Attendance was estimated at around 1,000. Organizers were apparently expecting 2,000, but said that this weekend's intermittently rainy weather may have kept some away. This may seem like a staggeringly low number in this day and age, but remember that Slovakia is one of the most conservative and catholic countries in Europe, and its record on human rights and diversity is spotty, at best. Equal rights for the LGBT community are probably a long ways off here, so the fact that there were even 1,000 people (presumably from all around the country, not just Bratislava) is a promising step.
There were quite a number of hetero couples there to lend support, as well, which was nice to see. And I have never seen so many hip, alternative sub-culture types in one spot in this country, ever. I saw a number of goth/industrial types, and plenty of artsy hipsters with sideways haircuts - the kinds of people who are, sadly, way too elusive in this city on a typical day. Of course the parade was extremely tame by San Francisco standards, but that's to be expected in a country like this.

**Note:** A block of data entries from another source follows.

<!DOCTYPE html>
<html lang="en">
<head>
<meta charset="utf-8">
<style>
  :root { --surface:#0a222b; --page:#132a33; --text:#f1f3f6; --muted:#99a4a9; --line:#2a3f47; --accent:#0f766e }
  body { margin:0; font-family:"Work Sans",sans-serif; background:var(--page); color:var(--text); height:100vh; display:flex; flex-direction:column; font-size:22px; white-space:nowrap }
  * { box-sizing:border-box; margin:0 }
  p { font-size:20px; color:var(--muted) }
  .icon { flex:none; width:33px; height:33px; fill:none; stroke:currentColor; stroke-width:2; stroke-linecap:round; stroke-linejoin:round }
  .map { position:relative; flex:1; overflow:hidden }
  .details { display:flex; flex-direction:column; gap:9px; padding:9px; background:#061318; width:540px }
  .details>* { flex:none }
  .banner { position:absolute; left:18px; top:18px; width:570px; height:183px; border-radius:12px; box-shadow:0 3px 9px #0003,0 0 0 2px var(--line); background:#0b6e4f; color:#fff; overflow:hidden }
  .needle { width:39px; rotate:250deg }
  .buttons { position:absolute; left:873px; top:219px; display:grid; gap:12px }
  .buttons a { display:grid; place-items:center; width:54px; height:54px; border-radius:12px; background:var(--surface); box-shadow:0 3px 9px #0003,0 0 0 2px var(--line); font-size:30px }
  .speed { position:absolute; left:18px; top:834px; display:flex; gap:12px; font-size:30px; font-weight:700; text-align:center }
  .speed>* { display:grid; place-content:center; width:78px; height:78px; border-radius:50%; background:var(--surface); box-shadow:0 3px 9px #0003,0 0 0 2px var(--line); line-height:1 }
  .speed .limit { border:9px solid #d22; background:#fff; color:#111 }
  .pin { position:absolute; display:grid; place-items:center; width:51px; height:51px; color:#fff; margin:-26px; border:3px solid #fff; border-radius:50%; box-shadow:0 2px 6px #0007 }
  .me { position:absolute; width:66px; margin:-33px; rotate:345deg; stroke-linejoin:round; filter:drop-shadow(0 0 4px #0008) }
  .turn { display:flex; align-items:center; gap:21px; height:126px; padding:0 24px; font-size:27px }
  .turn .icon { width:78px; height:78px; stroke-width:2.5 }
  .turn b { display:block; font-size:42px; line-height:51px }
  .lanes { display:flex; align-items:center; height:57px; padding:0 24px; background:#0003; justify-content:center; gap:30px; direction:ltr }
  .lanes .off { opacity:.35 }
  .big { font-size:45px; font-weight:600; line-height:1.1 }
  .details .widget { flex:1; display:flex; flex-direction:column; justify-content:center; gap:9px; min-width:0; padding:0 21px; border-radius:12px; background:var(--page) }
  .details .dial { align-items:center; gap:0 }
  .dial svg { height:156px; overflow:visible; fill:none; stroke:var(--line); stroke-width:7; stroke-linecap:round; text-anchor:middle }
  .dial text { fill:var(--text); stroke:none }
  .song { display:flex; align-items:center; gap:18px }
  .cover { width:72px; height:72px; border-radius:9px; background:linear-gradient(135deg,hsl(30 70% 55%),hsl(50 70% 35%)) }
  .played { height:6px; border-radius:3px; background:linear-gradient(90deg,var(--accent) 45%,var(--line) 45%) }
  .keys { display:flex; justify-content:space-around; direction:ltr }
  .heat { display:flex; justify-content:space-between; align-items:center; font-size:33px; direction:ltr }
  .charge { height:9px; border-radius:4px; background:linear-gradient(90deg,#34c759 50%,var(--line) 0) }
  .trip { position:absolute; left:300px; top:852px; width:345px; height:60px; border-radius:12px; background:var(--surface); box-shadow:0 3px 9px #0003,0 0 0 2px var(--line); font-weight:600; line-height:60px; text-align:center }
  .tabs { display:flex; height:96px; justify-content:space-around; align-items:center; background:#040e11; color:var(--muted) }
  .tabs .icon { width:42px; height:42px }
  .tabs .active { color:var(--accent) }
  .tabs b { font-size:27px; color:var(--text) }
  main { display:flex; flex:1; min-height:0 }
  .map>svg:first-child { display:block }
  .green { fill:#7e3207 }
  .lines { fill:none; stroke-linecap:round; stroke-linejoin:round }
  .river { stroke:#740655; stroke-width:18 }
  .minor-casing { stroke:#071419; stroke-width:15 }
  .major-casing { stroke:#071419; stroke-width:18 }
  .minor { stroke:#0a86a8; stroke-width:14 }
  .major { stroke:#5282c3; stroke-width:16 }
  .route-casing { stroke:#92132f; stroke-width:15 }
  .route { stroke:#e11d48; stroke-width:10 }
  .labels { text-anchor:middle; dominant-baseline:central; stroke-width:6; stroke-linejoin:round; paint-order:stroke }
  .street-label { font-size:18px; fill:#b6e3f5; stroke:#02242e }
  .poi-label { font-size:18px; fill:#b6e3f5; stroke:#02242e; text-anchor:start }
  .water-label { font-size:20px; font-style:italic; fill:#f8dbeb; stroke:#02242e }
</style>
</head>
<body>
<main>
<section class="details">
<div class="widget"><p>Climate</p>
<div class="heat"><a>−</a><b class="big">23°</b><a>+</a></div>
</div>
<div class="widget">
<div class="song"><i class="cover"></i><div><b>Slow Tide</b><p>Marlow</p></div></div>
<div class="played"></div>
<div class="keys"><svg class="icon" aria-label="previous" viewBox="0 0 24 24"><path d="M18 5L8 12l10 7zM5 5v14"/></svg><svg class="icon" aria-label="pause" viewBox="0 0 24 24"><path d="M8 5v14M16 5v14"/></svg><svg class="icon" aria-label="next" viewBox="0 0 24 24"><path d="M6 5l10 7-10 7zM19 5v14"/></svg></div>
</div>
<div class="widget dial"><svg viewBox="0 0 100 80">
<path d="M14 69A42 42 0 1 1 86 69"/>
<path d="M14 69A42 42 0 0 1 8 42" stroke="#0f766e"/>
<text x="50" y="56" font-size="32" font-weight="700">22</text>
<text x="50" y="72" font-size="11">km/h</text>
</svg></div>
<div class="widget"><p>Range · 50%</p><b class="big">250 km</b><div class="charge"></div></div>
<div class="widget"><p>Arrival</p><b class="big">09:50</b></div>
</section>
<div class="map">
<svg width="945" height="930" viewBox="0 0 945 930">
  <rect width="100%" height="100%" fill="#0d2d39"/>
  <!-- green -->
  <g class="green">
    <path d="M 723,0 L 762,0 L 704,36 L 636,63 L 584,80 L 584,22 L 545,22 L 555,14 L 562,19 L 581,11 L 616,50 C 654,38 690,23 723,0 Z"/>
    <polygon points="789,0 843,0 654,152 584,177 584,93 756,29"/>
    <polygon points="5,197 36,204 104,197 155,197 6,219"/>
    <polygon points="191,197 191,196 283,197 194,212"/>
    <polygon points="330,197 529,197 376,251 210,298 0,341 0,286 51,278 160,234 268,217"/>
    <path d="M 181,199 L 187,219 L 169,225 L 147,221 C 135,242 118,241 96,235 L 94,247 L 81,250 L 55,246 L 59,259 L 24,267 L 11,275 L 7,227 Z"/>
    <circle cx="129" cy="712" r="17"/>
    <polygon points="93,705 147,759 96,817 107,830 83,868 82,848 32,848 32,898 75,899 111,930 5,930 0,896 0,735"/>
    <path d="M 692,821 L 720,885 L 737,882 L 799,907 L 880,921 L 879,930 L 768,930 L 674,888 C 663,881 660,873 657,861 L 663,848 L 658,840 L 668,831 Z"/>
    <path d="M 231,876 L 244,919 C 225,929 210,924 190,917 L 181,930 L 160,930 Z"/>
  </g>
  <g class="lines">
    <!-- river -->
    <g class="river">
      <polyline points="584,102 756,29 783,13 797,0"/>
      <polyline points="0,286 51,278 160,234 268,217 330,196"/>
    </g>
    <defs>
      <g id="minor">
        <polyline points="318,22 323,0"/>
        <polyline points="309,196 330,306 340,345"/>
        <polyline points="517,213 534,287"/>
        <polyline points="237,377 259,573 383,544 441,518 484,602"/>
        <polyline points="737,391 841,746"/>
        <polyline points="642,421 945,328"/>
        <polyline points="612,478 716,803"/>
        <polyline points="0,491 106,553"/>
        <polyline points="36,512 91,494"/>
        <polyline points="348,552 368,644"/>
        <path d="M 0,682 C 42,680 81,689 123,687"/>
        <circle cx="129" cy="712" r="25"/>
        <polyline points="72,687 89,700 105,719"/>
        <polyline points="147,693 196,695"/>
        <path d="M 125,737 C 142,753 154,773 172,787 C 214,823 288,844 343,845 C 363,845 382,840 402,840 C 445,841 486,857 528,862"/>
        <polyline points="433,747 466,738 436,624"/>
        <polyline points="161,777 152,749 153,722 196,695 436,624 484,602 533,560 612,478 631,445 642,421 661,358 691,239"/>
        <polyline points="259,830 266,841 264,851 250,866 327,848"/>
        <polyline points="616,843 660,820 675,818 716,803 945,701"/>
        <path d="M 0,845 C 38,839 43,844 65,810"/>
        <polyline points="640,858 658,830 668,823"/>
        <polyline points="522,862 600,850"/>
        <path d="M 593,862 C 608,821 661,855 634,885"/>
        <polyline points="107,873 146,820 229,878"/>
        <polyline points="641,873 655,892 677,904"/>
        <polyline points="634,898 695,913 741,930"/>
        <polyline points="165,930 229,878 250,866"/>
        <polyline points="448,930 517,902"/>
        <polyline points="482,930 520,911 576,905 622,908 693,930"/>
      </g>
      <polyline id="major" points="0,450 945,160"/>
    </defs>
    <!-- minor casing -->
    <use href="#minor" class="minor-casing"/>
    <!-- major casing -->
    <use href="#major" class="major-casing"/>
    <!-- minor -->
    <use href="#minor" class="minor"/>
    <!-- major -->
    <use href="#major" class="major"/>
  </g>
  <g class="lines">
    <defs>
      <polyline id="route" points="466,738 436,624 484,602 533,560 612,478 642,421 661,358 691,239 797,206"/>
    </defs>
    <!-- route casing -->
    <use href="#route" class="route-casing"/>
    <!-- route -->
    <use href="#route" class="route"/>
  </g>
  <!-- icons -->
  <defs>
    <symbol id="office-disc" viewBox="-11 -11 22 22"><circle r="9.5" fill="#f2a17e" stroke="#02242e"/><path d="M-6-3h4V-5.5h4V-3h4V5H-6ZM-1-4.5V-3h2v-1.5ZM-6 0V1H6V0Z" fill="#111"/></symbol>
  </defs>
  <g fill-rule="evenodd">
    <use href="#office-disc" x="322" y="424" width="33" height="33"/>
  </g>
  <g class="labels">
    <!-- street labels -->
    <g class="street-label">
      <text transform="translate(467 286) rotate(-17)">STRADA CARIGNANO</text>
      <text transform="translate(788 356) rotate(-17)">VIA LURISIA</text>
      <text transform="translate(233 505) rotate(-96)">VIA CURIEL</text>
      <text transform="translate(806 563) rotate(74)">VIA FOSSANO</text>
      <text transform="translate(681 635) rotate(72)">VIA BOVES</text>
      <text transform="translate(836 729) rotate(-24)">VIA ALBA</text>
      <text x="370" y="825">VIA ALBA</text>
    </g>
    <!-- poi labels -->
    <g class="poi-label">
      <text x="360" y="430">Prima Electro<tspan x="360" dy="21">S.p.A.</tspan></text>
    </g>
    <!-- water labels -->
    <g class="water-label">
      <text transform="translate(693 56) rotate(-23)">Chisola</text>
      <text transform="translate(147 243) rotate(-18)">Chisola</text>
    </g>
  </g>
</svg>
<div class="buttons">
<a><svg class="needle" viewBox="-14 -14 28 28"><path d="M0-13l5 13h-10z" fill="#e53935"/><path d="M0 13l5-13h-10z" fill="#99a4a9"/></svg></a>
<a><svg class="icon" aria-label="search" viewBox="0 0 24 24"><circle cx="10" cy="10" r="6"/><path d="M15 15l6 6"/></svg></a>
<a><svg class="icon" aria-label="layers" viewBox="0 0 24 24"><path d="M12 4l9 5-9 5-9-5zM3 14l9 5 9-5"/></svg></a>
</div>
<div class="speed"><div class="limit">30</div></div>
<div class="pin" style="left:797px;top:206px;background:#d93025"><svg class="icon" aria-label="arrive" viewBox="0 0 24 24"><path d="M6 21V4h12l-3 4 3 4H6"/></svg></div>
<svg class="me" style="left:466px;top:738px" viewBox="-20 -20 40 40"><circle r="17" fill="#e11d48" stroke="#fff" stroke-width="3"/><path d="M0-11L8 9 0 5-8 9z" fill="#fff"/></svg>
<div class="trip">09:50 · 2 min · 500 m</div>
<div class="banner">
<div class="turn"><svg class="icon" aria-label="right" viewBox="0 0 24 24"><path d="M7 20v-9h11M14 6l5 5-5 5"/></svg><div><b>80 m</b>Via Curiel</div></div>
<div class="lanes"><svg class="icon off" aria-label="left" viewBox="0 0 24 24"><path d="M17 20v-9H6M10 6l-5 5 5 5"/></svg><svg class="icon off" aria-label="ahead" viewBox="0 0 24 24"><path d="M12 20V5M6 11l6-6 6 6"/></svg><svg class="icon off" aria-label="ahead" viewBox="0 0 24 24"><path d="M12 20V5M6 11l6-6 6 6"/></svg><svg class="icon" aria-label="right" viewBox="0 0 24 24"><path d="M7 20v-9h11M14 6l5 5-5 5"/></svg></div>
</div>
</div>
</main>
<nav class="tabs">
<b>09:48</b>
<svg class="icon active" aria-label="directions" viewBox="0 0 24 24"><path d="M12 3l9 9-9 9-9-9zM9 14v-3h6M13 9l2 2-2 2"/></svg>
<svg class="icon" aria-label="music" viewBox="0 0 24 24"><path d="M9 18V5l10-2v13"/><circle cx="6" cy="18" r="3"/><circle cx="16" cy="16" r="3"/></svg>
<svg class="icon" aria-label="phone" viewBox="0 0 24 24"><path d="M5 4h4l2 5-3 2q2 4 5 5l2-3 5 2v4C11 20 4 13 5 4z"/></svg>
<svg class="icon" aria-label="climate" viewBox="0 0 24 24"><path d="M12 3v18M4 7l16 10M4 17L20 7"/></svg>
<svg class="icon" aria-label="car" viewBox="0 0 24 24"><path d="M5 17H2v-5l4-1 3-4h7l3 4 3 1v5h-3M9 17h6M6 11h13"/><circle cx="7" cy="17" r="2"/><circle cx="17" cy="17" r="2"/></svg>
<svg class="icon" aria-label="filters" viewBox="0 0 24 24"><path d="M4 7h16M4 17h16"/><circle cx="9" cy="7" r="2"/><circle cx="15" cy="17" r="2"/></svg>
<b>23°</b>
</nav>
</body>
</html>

Security was super tight. The kick-off rally in Hviezdoslavovo was barricaded off from every possible entrance, with hordes of police everywhere - on every street and every corner. I even saw a cop going around with what appeared to be a bomb-sniffing dog. You could only enter the rally from one end, and everyone was asked their reason for going in and whether they had any weapons or bottles on them before being let through the barricades. The parade was led by a team of cops in full riot gear.
This may seem extreme, but there have been incidents at past parades where lunkheaded homophobes threw smoke bombs and rocks into the crowd. In 2010 the parade was actually re-routed and drastically shortened because of the presence of these totally-insecure-with-their-manhood, violence-prone thugs. I saw zero presence of homophobes this year, and if there were any lurking around they would've had difficulty getting through the extremely wide, heavily fortified buffer zone. Thankfully, no major incidents were reported.
You could occasionally see people looking out from their apartment windows above the streets and waving to the crowd in support.
Bratislava's mayor, Milan Ftáčnik, has been a vocal gay-rights advocate, and he made a point of marching in this year's parade (I actually saw him walking with the US ambassador). It's not all that common for politicians in this country openly support LGBT rights, so this was a nice gesture on his part. A whole bunch of enlightened embassies in Bratislava signed a joint document of support for the event as well.
At any rate, the atmosphere was positive and upbeat. People were pretty excited, albeit still kind of in that sort of dampened, low-key way that seems to be typical of Slovaks.